In the material below, count the lines where the word "text" appears. Nothing but the number, please.
══════════════════════════════
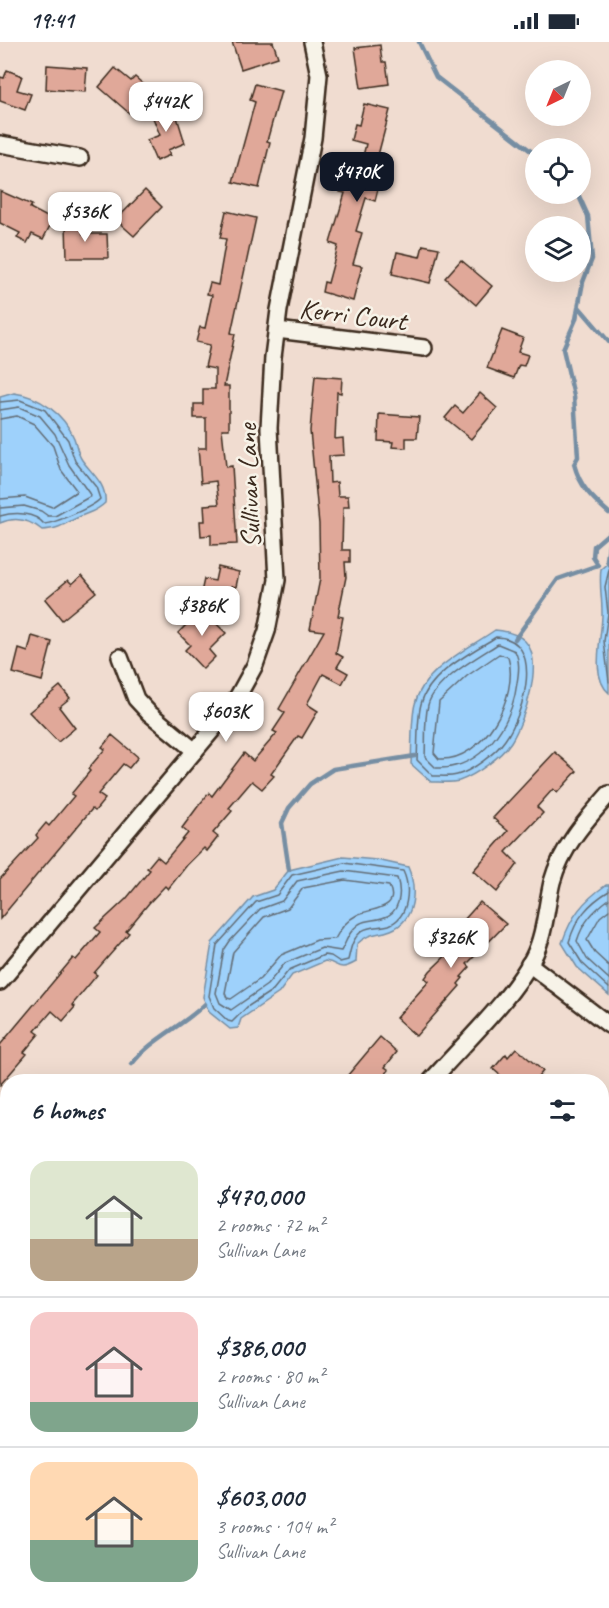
<!DOCTYPE html>
<html lang="en">
<head>
<meta charset="utf-8">
<style>
  body { margin:0; font-family:Caveat,sans-serif; background:#f2f2f3; color:#1f2937; height:100vh; display:flex; flex-direction:column; font-size:22px; white-space:nowrap }
  * { box-sizing:border-box; margin:0 }
  p { font-size:20px; color:#747a83 }
  .icon { flex:none; width:33px; height:33px; fill:none; stroke:currentColor; stroke-width:2; stroke-linecap:round; stroke-linejoin:round }
  .map { position:relative; flex:1; overflow:hidden }
  .details { position:absolute; left:0px; top:1032px; width:609px; height:534px; display:flex; flex-direction:column; background:#fff; border-radius:24px 24px 0 0; box-shadow:0 6px 24px #0002 }
  .details>* { flex:none }
  .needle { width:39px; rotate:223deg }
  .tools { position:absolute; left:525px; top:18px; display:grid; gap:12px }
  .tools a { display:grid; place-items:center; width:66px; height:66px; border-radius:50%; background:#fff; box-shadow:0 6px 24px #0002; font-size:30px }
  .price { position:absolute; translate:-50% -51px; padding:0 14px; border-radius:12px; background:#fff; color:#222; font-size:20px; line-height:39px; filter:drop-shadow(0 2px 3px #0008) }
  .price::after { content:''; position:absolute; left:50%; top:36px; width:18px; height:14px; margin-left:-9px; background:inherit; clip-path:polygon(0 0,100% 0,50% 100%) }
  .price.selected { background:#111827; color:#fff }
  ul { padding:0; list-style:none }
  li { display:flex; align-items:center; gap:18px; height:150px; padding:0 30px }
  li+li { border-top:2px solid #e0e1e3 }
  li span { display:grid; place-items:center; flex:none; width:168px; height:120px; border-radius:18px; color:#555 }
  li>.icon { margin-inline-start:auto }
  span .icon { width:72px; height:72px; fill:#fffc; stroke-width:1 }
  li b { font-size:26px }
  h2 { display:flex; justify-content:space-between; align-items:center; height:72px; padding:0 30px; font-size:26px }
  .status { display:flex; justify-content:space-between; align-items:center; height:42px; padding:0 30px; background:#fff; direction:ltr }
  .status svg { height:16px; fill:currentColor }
  .map>svg:first-child { display:block }
  .water { fill:#9ed1fb; stroke:#768ea3; stroke-width:1.5 }
  .lines { fill:none; stroke-linecap:round; stroke-linejoin:round }
  .shore { stroke:#636d76; stroke-width:1.5 }
  .stream { stroke:#768ea3; stroke-width:4.5 }
  .building { fill:#e0a899; stroke:#3b2a1e; stroke-width:1.5 }
  .minor-casing { stroke:#3b2a1e; stroke-width:20 }
  .minor { stroke:#f7f3e8; stroke-width:15 }
  .labels { text-anchor:middle; stroke-width:5; stroke-linejoin:round; paint-order:stroke }
  .street-label { font-size:28px; fill:#3b2a1e; stroke:#f7f3e8 }
</style>
</head>
<body>
<div class="status"><b>19:41</b><svg viewBox="0 0 49 12"><path d="M0 12V9h3v3zM5 12V6h3v6zM10 12V3h3v9zM15 12V0h3v12zM26 1h20v11H26zM47 4h2v5h-2z"/></svg></div>
<div class="map">
<svg width="609" height="1566" viewBox="0 0 609 1566">
  <rect width="100%" height="100%" fill="#f0dcd0"/>
  <filter id="ink" filterUnits="userSpaceOnUse"><feTurbulence type="fractalNoise" baseFrequency=".0167" numOctaves="2"/><feDisplacementMap in="SourceGraphic" scale="12" xChannelSelector="R" yChannelSelector="G"/><feConvolveMatrix kernelMatrix="1 2 1 2 8 2 1 2 1" color-interpolation-filters="sRGB"/></filter>
  <g filter="url(#ink)">
    <g class="water">
      <path d="M14 351C39 354 64 372 74 396 77 404 77 411 82 418 92 432 107 442 105 461 96 470 89 470 79 475 63 482 61 487 42 488 30 478 16 474 0 481V355Z"/>
      <path d="M609 520V651C589 634 603 592 602 570 602 555 599 542 601 527Z"/>
      <path d="M495 588C505 589 517 591 525 599 545 619 524 680 511 700 501 715 476 733 459 739 451 741 440 740 431 740L411 722C412 705 411 677 415 662 423 627 468 607 495 588Z"/>
      <path d="M343 815 377 818 408 825C417 846 416 878 391 888 376 894 371 889 357 902L356 920C337 931 340 921 325 919L292 933 279 951 241 977 238 986 230 987 209 970 203 955 212 901 253 855 273 848 289 828Z"/>
      <path d="M606 843H609V953L577 925 562 901C571 874 583 859 606 843Z"/>
    </g>
    <g class="lines">
      <g class="shore">
        <path d="M0 360 20 358 45 368 68 398 75 419 96 445 100 457C93 465 55 481 44 482 34 470 15 470 0 474"/>
        <polyline points="0,368 19,365 40,374 55,392 69,423 91,454 55,474 48,474 41,469 24,464 0,466"/>
        <polyline points="0,377 17,374 34,382 53,404 61,428 77,449 52,465 25,455 0,457"/>
        <polyline points="609,528 605,545 608,571 604,599 609,640"/>
        <path d="M496 595C546 596 524 672 505 698 496 711 472 729 457 733 450 735 440 734 433 734L417 718C418 702 417 677 421 662 429 631 471 611 496 595Z"/>
        <path d="M498 602 515 609C520 619 519 629 517 641 512 682 482 728 436 726L425 715C426 699 424 679 428 663 434 639 478 615 498 602Z"/>
        <path d="M499 612 508 615C520 654 483 720 439 717L434 711 439 660 467 634Z"/>
        <path d="M344 821 403 829C411 846 409 875 389 883 379 886 370 883 362 889 351 898 351 907 348 918L340 920 331 914 324 913 289 928 273 948 247 965 232 980 228 979 214 966 209 954 217 903 256 860 277 853 292 833Z"/>
        <path d="M344 829 397 836C402 851 400 872 382 876 374 879 367 877 359 882 348 890 347 899 341 909L322 906 285 921 267 943 231 968 220 961 216 951 224 908 230 899 260 867 282 859 297 839Z"/>
        <path d="M345 838 389 844C401 868 370 866 357 873 347 878 340 887 335 897L317 898 281 913 260 937 231 957 227 956 225 951 233 910 264 875 288 866 303 846Z"/>
        <path d="M609 849C588 862 576 876 569 900L582 921 609 946"/>
        <path d="M609 857C593 869 583 880 577 899L587 917 609 937"/>
        <polyline points="609,868 600,875 587,898 595,911 609,924"/>
      </g>
      <g class="stream">
        <polyline points="419,0 436,35 536,113"/>
        <path d="M578 152 588 174 592 217 583 240 576 277 563 307 574 354 578 415 574 422C580 445 592 456 609 471"/>
        <polyline points="579,265 609,300"/>
        <polyline points="609,502 607,518 609,523"/>
        <polyline points="515,597 558,537 598,523 593,515 594,504 609,491"/>
        <polyline points="289,828 282,781 289,766 310,742 333,727 415,714"/>
        <path d="M132 1022C151 997 183 984 205 962"/>
      </g>
    </g>
    <g class="building">
      <polygon points="232,0 273,0 278,15 241,27"/>
      <polygon points="380,3 382,20 386,20 389,42 361,46 355,6"/>
      <polygon points="47,23 87,26 85,50 46,47"/>
      <polygon points="115,26 131,39 135,35 149,47 129,71 99,45"/>
      <polygon points="7,28 22,34 17,48 31,52 25,68 0,59 0,35 4,36"/>
      <polygon points="255,42 281,49 267,99 270,100 259,146 233,140 255,60 250,58"/>
      <polygon points="173,62 185,101 168,108 170,113 156,119 147,98 160,93 151,71"/>
      <polygon points="364,62 390,68 377,117 385,119 375,159 366,156 356,189 362,191 353,222 362,224 353,259 322,250 324,240 328,241 338,204 330,201 345,151 340,150 344,135 357,138 366,102 351,98 355,82 359,83"/>
      <polygon points="145,148 162,165 134,194 116,178"/>
      <polygon points="0,149 32,163 30,166 53,178 43,197 32,192 27,201 17,196 20,191 0,181"/>
      <polygon points="226,169 256,176 231,291 235,292 224,344 229,344 229,387 222,387 226,425 232,424 237,502 211,503 211,493 201,494 200,479 205,479 204,463 219,462 216,439 201,441 198,406 206,406 206,376 194,376 194,362 203,362 203,347 215,347 215,327 205,325 210,303 196,300 200,285 205,286 212,253 207,252 210,241 218,243 226,197 220,196"/>
      <polygon points="83,181 83,192 107,192 108,216 67,216 66,182"/>
      <polygon points="423,203 439,206 430,241 392,232 397,210 420,215"/>
      <polygon points="461,218 492,244 476,263 445,236"/>
      <polygon points="502,288 523,296 518,310 528,313 524,324 519,323 514,336 487,326"/>
      <polygon points="315,334 342,336 341,351 337,350 335,397 343,396 344,413 329,414 330,441 337,440 338,454 348,454 349,465 343,465 342,508 350,508 350,520 345,520 346,535 338,574 343,575 336,611 343,615 337,625 348,631 342,642 323,632 307,662 318,669 302,696 298,694 271,732 274,734 262,747 252,739 229,766 232,769 213,791 218,795 207,809 204,806 187,823 168,847 165,844 149,861 126,889 129,891 94,931 97,933 72,963 75,965 63,979 52,969 35,989 39,992 24,1010 27,1012 0,1043 0,1003 73,916 76,918 100,890 95,886 126,857 150,828 147,826 157,814 164,820 188,791 182,786 199,763 209,751 212,754 244,711 253,719 277,691 273,689 285,671 279,667 324,589 310,587 320,537 319,482 310,389"/>
      <polygon points="480,351 497,366 471,397 445,376 455,364 463,371"/>
      <polygon points="379,372 419,375 417,396 406,396 406,406 392,405 393,400 378,399"/>
      <polygon points="218,525 239,530 236,545 231,544 226,566 199,560 204,537 215,539"/>
      <polygon points="82,533 96,550 62,578 45,557 68,538 72,542"/>
      <polygon points="198,564 226,591 209,608 215,615 203,627 185,608 190,603 178,591 196,573"/>
      <polygon points="32,594 52,600 42,639 13,631 19,607 28,610"/>
      <polygon points="60,644 70,656 59,665 75,686 58,700 29,670"/>
      <polygon points="112,693 138,715 129,726 123,722 98,752 105,757 95,769 92,767 0,877 0,837 38,796 36,793 46,781 49,784 74,754 71,752 90,729 88,727 105,707 102,705"/>
      <polygon points="555,710 577,729 557,751 553,747 537,765 543,771 506,810 518,822 497,850 473,829 508,789 493,776"/>
      <polygon points="480,860 506,882 467,922 470,925 461,935 463,936 458,942 460,944 416,994 396,976 429,939 425,936 430,929 464,896 455,888"/>
      <polygon points="380,995 397,1010 385,1025 389,1028 379,1040 342,1040"/>
      <polygon points="516,1006 543,1029 534,1040 508,1040 493,1027 506,1012 508,1015"/>
    </g>
    <g class="lines">
      <defs>
        <g id="minor">
          <polyline points="0,102 80,116"/>
          <polyline points="277,288 424,306"/>
          <polyline points="120,615 136,657 149,671 195,709"/>
          <polyline points="529,922 609,983"/>
          <polyline points="0,940 220,679 238,654 255,623 267,589 277,538 269,386 273,315 279,268 313,96 319,33 312,0"/>
          <path d="M430 1040C462 1003 511 958 533 916 545 893 546 865 552 840 561 806 586 778 609 752"/>
          <polyline points="602,1174 609,1180"/>
          <polyline points="602,1448 609,1455"/>
        </g>
      </defs>
      <use href="#minor" class="minor-casing"/>
      <use href="#minor" class="minor"/>
    </g>
  </g>
  <g class="labels">
    <g class="street-label">
      <text transform="translate(353 272) rotate(7)" y="10">Kerri Court</text>
      <text transform="translate(248 444) rotate(-92)" y="10">Sullivan Lane</text>
    </g>
  </g>
</svg>
<div class="tools">
<a><svg class="needle" viewBox="-14 -14 28 28"><path d="M0-13l5 13h-10z" fill="#e53935"/><path d="M0 13l5-13h-10z" fill="#747a83"/></svg></a>
<a><svg class="icon" aria-label="locate" viewBox="0 0 24 24"><circle cx="12" cy="12" r="6"/><path d="M12 2v4M12 18v4M2 12h4M18 12h4"/></svg></a>
<a><svg class="icon" aria-label="layers" viewBox="0 0 24 24"><path d="M12 4l9 5-9 5-9-5zM3 14l9 5 9-5"/></svg></a>
</div>
<b class="price" style="left:166px;top:91px">$442K</b>
<b class="price selected" style="left:357px;top:161px">$470K</b>
<b class="price" style="left:85px;top:201px">$536K</b>
<b class="price" style="left:202px;top:595px">$386K</b>
<b class="price" style="left:226px;top:701px">$603K</b>
<b class="price" style="left:451px;top:927px">$326K</b>
<section class="details">
<h2>6 homes<svg class="icon" aria-label="filters" viewBox="0 0 24 24"><path d="M4 7h16M4 17h16"/><circle cx="9" cy="7" r="2"/><circle cx="15" cy="17" r="2"/></svg></h2>
<ul>
<li><span style="background:linear-gradient(#dfe7d0 65%,#b9a48a 0)"><svg class="icon" aria-label="home" viewBox="0 0 24 24"><path d="M3 11l9-7 9 7M6 9v11h12V9"/></svg></span><div><b>$470,000</b><p>2 rooms · 72 m²</p><p>Sullivan Lane</p></div></li>
<li><span style="background:linear-gradient(#f6c9c9 75%,#7fa58c 0)"><svg class="icon" aria-label="home" viewBox="0 0 24 24"><path d="M3 11l9-7 9 7M6 9v11h12V9"/></svg></span><div><b>$386,000</b><p>2 rooms · 80 m²</p><p>Sullivan Lane</p></div></li>
<li><span style="background:linear-gradient(#ffd9b3 65%,#7fa58c 0)"><svg class="icon" aria-label="home" viewBox="0 0 24 24"><path d="M3 11l9-7 9 7M6 9v11h12V9"/></svg></span><div><b>$603,000</b><p>3 rooms · 104 m²</p><p>Sullivan Lane</p></div></li>
</ul>
</section>
</div>
</body>
</html>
══════════════════════════════
Response to this task
3